What is wanted is Top, Second and Third Quartiles for each
indicator. These cannot be figured unless the ridiculous data is
excluded. Tom, I presume that when you say the AVERAGE function will
get me the average, this is the same as the mean, since neither
StdDevs nor quartiles can be figured without the mean, to my limited
mathematical knowledge.
I acually wasn't aware that there were a spreadsheet function for
quartiles, so that is interesting. I take it that this reveals true
quartiles, not just counting down 3 in a set of 12 data, for instance.
I am grateful to both of you for your interest in my problem. I
readily admit to being mathematically obtuse. I have hundreds of
indicators to run, so I'm looking for a fast and efficient way to
handle this. James
On Jul 9, 2:56?pm, wrote:
James,

I'm thinking like Tom....what is it exactly you are trying to get to?

Are you trying to eliminate outliers from your dataset?....all those
beyond 2.5 std devs. Or are you trying to find the 25th and 75th
quartiles?

John

[email protected][_2_]

Hi Zone,

What makes you certain that 2.5 standard deviations is the right tool
for the job? I fathom you've been given a "left handed monkey wrench".
Tip: there is no such thing as a "left handed monkey wrench".

To put things in perspective:

Without qualifying a particular probablity density function, a
standard deviation is associated a normal curve - something that is
equally skewed to the left and right and looks like a single hump with
the middle of the distribution correspoding to both the mean and
median.The height of the hump and thickness of the data from the mean
can vary.

So what does 2.5 standard deviations correspond to?
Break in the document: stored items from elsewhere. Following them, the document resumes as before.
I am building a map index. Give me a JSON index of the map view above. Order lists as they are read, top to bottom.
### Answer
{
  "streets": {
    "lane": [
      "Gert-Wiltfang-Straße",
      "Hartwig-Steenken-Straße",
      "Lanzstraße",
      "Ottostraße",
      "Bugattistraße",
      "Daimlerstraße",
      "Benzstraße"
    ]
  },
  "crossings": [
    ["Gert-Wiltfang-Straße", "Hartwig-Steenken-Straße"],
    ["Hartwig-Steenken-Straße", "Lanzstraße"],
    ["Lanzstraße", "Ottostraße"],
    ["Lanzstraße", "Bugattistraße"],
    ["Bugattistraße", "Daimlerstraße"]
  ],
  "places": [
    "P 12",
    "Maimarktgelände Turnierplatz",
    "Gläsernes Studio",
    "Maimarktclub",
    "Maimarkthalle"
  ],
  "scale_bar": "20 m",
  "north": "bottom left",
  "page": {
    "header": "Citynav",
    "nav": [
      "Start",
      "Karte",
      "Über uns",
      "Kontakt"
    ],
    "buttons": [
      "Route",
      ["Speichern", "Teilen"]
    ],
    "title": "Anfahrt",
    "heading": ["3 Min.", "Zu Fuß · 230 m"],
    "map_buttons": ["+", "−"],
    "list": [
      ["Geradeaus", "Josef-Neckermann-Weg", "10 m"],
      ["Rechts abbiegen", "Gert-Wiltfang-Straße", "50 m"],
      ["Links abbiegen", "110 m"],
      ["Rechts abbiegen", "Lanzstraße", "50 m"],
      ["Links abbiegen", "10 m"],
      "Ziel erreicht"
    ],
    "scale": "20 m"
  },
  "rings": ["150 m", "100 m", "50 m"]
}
Assuming a normal curve of mean 1 and STD 1:

Data outside of 1 STD corresponds to (assuming you're looking at both
the left and right tail) 33% (about 16% on each side)

Data outside of 2 STDs corresponds to 2.5%

Data outside of 2.5 STDs so closely corresponds to zero that it's not
within the tolerance of error computation. You're talking 1 out of
100,000 (That's my guess). This probablity is so small that you won't
find the value a published table on the normal curve.

In your case it's unlikely the data is distributed normally.

Also, supposed that you get 100,000 observations, that means that on
average you'll only be excluding 1 outlier. Most of the time you won't
be excluding any values.

Also, suppose there are 1000 outliers in 100,000 observations, that
means that, if you use the 2.5 STD approach you're going to end up
keeping most of the hosed observations.

In other words 2.5 STDs isn't the tool for this job.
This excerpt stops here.